These kernels can be viewed as spatially extended counterparts of well-known partial differential operators (PDOs), like the
Laplacian (*scalar*$\mkern2mu\to\mkern0mu$*scalar* ),
gradient (*scalar*$\mkern2mu\to\mkern0mu$*vector* ),
divergence (*vector*$\mkern2mu\to\mkern0mu$*scalar* ),
or gradient of the divergence and a channel-wise Laplacian
(*vector*$\mkern2mu\to\mkern0mu$*vector* ).
This resemblance to common PDOs appearing in the natural sciences is no coincidence –
due to the rotational symmetries of the laws of nature,
these operators need to be equivariant, i.e. steerable in the very same sense as our convolution kernels!
Such *steerable partial differential operators* are characterized in
(Jenner and Weiler 2021).

More general solutions than those visualized above exist: for instance, $\mathrm{SO}(2)$-steerability would allow for angular phase-shifts (any rotation of the kernels), and the unconstrained radial parts would get optimized during the training process. For more expressive steerable kernel spaces, which allow for higher angular frequencies and the mixing of multiple different frequencies, one needs to consider more complex field types, e.g. general tensor fields or regular representations. A full overview of the complete solution spaces of $\operatorname{SO}(2)$ and $\operatorname{O}(2)$-steerable kernels can be found here.

Is all the complicated representation theory worth the effort?
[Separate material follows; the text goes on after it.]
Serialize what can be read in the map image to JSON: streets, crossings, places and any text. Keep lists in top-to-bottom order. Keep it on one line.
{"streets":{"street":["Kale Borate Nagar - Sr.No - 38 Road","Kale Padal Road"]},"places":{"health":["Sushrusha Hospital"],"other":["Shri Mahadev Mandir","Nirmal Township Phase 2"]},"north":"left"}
All empirical evidence in our experiments and in the literature shows that equivariant CNNs bear a significant potential to improve the model performance on any machine learning tasks that involve the processing of spatial signals.

For instance, the following plot shows that the
*convergence rates* and the *final validation losses* of CNNs
improve with an increasing level of equivariance.
The
cyclic groups
$G=\mathrm{C}_N$ in this experiment are discrete approximations of continuous rotations in $\mathrm{SO}(2)$, containing $N$ rotations by multiples of $\frac{2\pi}{N}$.

The faster convergence of equivariant CNNs relates to their *enhanced data efficiency* :
each training sample is automatically generalized to any $G$-transformed pose,
such that less samples need to be presented before the network learns a given task.
A particularly impressive result by
Winkels and Cohen (2019)
shows that steerable CNNs can achieve the same performance like a baseline CNN
despite being trained on * 10 times less data*.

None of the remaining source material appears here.